Utente non iscritto alla Community di Libero
Mari il 12/02/11 alle 14:11 via WEB
Su Repubblica però una docente universitaria pone questa distinzione: «Una cosa è che uno scelga i valori del sedere, come la cosa migliore di sé e più preziosa; tutt’altra cosa è che glielo imponga un altro». Tipica declinazione di quel relativismo etico che è da anni il pensiero unico obbligatorio. Secondo il quale nulla è oggettivamente negativo; se una liberamente decide di vendersi, niente da dire. Ma allora cosa si scende in piazza a contestare domani? Le fanciulle, stelline, vallette, meteore che abbiamo visto sfilare sui giornali sono – per lo più – maggiorenni e capaci di intendere. E dunque? Forse il problema è più grande: ma davvero vendersi, o accettare di mostrarsi come un bell’oggetto – libera o no che sia la scelta – non è avvilente in sé, non è contrario alla dignità di una donna, o di un uomo? Non c’era forse qualcosa di primario, di oggettivo che si è buttato via insieme al resto trent’anni fa, quando si gridava «L’utero è mio e lo gestisco io»?.
(Rispondi)
 
Utente non iscritto alla Community di Libero
MARINA il 12/02/11 alle 14:15 via WEB
L’ultima domanda, la più importante, è: che cosa trasmettere a una figlia, perché non sogni, sotto sotto, di incontrare Lele Mora? Basterà parlare di “decenza”? (strano ritrovare in bocche laiche questo vecchio termine “bigotto”). Ciò che, crediamo, scrive su un figlio l’orgoglio di non essere in vendita mai è che si senta fin dal primo giorno unico, e amato, e non nato per caso, ma dentro un destino comune e buono; che sappia che quel destino è un compito che lo lega agli altri, e non è risolvibile nell’arbitrio del gioco più comodo o veloce. È la certezza dei cristiani autentici, e forse quella dei laici migliori – le cui speranze, però, sembrano oggi perse o sconfitte. Senza questa certezza del valore assoluto di ognuno, non stupisce che si concepisca di vendersi – e i modi poi, per donne e uomini, sono tanti. Se nessuno ti ha detto che tu non hai prezzo, e il tuo valore è infinito.
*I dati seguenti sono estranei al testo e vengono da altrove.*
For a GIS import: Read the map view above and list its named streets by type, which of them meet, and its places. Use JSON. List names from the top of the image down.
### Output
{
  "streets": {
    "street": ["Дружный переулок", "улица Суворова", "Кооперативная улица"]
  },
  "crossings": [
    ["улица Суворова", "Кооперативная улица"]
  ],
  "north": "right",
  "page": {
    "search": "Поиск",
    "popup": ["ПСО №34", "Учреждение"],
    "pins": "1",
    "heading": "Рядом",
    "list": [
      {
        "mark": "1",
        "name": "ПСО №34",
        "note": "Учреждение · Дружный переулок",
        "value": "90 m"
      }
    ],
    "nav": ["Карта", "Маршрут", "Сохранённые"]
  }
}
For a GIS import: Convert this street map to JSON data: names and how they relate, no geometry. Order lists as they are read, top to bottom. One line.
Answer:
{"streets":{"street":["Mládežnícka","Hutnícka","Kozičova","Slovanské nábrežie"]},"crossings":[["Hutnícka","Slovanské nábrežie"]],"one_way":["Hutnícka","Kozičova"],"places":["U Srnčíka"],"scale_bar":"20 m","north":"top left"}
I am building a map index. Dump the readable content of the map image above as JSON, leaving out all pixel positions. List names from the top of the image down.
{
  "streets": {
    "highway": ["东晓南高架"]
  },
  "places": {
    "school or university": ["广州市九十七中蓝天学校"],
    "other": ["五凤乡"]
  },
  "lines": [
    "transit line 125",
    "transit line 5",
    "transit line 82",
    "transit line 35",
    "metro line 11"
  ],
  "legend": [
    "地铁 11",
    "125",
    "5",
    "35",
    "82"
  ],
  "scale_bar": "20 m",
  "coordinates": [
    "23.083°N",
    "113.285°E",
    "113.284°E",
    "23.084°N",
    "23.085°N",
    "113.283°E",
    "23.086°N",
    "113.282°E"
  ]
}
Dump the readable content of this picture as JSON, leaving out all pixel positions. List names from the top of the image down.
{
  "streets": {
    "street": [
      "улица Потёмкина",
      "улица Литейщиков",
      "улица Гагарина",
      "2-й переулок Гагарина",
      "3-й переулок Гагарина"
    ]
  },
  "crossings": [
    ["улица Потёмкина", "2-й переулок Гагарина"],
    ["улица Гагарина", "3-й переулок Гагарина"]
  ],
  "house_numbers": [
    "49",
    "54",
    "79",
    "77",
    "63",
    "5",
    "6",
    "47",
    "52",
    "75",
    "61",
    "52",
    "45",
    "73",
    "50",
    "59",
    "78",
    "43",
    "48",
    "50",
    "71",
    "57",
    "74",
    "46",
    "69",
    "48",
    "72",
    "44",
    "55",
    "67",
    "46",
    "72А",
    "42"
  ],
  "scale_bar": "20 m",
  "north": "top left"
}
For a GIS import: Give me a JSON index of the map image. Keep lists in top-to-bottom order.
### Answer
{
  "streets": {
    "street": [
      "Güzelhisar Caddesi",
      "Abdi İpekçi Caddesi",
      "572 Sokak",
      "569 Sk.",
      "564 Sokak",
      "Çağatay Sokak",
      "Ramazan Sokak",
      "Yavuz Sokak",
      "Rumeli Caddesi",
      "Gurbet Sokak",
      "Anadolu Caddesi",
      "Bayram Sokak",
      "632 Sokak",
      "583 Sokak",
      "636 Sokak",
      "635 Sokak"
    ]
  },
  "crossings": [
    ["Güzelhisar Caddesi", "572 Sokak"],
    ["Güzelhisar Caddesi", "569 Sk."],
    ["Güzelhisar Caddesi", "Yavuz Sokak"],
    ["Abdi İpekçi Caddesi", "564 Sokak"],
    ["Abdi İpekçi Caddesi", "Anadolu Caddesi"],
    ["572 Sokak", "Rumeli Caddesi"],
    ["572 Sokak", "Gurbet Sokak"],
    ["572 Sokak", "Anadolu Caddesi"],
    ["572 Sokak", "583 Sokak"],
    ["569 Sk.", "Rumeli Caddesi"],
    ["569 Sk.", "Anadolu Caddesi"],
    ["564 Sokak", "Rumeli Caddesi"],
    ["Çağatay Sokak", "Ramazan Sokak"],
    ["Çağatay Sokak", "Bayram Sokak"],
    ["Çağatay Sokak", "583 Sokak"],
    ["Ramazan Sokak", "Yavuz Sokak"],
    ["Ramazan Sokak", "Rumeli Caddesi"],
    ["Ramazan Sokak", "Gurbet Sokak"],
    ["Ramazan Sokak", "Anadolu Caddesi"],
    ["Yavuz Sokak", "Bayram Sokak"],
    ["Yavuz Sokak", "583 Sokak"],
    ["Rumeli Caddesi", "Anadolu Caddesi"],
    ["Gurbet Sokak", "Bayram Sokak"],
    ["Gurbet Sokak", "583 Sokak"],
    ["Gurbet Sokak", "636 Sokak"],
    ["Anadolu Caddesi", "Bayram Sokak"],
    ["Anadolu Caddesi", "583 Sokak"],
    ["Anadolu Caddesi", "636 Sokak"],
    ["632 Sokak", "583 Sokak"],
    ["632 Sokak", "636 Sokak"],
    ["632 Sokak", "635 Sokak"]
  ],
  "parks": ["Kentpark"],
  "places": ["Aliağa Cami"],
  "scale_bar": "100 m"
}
M. Corradi
(Rispondi)
 
 
lasultanablu
lasultanablu il 13/02/11 alle 18:34 via WEB
sono pienamente d'accordo con te, Marina. Il valore di ognuno di noi lo apprendiamo giorno per giorno, a cominciare dalla famiglia. (scusate se mi sono intromessa, vi ho trovati per caso e mi è sembrato molto interessante il vostro dibattito). g.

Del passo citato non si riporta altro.